(Collected data)
════

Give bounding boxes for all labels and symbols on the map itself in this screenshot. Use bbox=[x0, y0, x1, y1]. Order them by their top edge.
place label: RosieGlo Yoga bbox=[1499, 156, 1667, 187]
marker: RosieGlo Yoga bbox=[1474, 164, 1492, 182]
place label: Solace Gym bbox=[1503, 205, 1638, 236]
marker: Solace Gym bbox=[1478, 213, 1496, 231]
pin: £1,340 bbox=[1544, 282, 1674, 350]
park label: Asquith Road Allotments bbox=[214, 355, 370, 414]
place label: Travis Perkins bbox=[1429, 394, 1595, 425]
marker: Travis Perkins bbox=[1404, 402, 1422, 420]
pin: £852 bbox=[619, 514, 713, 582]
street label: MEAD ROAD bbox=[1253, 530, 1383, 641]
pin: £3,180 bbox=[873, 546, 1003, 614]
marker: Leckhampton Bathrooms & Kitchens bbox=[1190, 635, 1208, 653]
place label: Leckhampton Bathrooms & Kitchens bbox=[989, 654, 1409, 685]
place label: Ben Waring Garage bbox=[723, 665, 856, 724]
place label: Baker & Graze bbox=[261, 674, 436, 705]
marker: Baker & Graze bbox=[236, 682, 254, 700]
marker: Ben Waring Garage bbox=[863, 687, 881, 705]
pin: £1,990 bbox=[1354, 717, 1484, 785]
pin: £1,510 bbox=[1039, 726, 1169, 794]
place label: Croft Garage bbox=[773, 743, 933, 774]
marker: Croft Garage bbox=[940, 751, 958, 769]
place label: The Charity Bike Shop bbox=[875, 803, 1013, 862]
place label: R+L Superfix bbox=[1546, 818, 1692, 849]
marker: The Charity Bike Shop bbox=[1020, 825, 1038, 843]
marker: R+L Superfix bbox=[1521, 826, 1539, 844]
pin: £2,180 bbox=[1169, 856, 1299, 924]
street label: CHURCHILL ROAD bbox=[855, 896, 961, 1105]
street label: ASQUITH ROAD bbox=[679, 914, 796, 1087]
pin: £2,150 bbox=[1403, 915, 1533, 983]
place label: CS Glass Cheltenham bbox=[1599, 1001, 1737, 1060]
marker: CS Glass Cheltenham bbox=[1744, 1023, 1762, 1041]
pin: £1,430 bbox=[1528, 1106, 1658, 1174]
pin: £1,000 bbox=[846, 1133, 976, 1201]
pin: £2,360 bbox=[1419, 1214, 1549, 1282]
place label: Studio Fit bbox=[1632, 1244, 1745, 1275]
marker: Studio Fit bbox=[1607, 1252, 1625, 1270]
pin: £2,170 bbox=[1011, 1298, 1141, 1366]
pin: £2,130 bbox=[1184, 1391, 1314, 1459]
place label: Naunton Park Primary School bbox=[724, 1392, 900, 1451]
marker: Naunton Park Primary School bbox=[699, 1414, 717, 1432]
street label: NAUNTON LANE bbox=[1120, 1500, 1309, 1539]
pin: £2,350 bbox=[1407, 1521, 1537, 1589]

════

> What is expected
Each line above must be returned exactly as written.

> Task output
Give bounding boxes for all labels and symbols on the map itself in this screenshot. Use bbox=[x0, y0, x1, y1]. Order them by their top edge.
place label: RosieGlo Yoga bbox=[1499, 156, 1667, 187]
marker: RosieGlo Yoga bbox=[1474, 164, 1492, 182]
place label: Solace Gym bbox=[1503, 205, 1638, 236]
marker: Solace Gym bbox=[1478, 213, 1496, 231]
pin: £1,340 bbox=[1544, 282, 1674, 350]
park label: Asquith Road Allotments bbox=[214, 355, 370, 414]
place label: Travis Perkins bbox=[1429, 394, 1595, 425]
marker: Travis Perkins bbox=[1404, 402, 1422, 420]
pin: £852 bbox=[619, 514, 713, 582]
street label: MEAD ROAD bbox=[1253, 530, 1383, 641]
pin: £3,180 bbox=[873, 546, 1003, 614]
marker: Leckhampton Bathrooms & Kitchens bbox=[1190, 635, 1208, 653]
place label: Leckhampton Bathrooms & Kitchens bbox=[989, 654, 1409, 685]
place label: Ben Waring Garage bbox=[723, 665, 856, 724]
place label: Baker & Graze bbox=[261, 674, 436, 705]
marker: Baker & Graze bbox=[236, 682, 254, 700]
marker: Ben Waring Garage bbox=[863, 687, 881, 705]
pin: £1,990 bbox=[1354, 717, 1484, 785]
pin: £1,510 bbox=[1039, 726, 1169, 794]
place label: Croft Garage bbox=[773, 743, 933, 774]
marker: Croft Garage bbox=[940, 751, 958, 769]
place label: The Charity Bike Shop bbox=[875, 803, 1013, 862]
place label: R+L Superfix bbox=[1546, 818, 1692, 849]
marker: The Charity Bike Shop bbox=[1020, 825, 1038, 843]
marker: R+L Superfix bbox=[1521, 826, 1539, 844]
pin: £2,180 bbox=[1169, 856, 1299, 924]
street label: CHURCHILL ROAD bbox=[855, 896, 961, 1105]
street label: ASQUITH ROAD bbox=[679, 914, 796, 1087]
pin: £2,150 bbox=[1403, 915, 1533, 983]
place label: CS Glass Cheltenham bbox=[1599, 1001, 1737, 1060]
marker: CS Glass Cheltenham bbox=[1744, 1023, 1762, 1041]
pin: £1,430 bbox=[1528, 1106, 1658, 1174]
pin: £1,000 bbox=[846, 1133, 976, 1201]
pin: £2,360 bbox=[1419, 1214, 1549, 1282]
place label: Studio Fit bbox=[1632, 1244, 1745, 1275]
marker: Studio Fit bbox=[1607, 1252, 1625, 1270]
pin: £2,170 bbox=[1011, 1298, 1141, 1366]
pin: £2,130 bbox=[1184, 1391, 1314, 1459]
place label: Naunton Park Primary School bbox=[724, 1392, 900, 1451]
marker: Naunton Park Primary School bbox=[699, 1414, 717, 1432]
street label: NAUNTON LANE bbox=[1120, 1500, 1309, 1539]
pin: £2,350 bbox=[1407, 1521, 1537, 1589]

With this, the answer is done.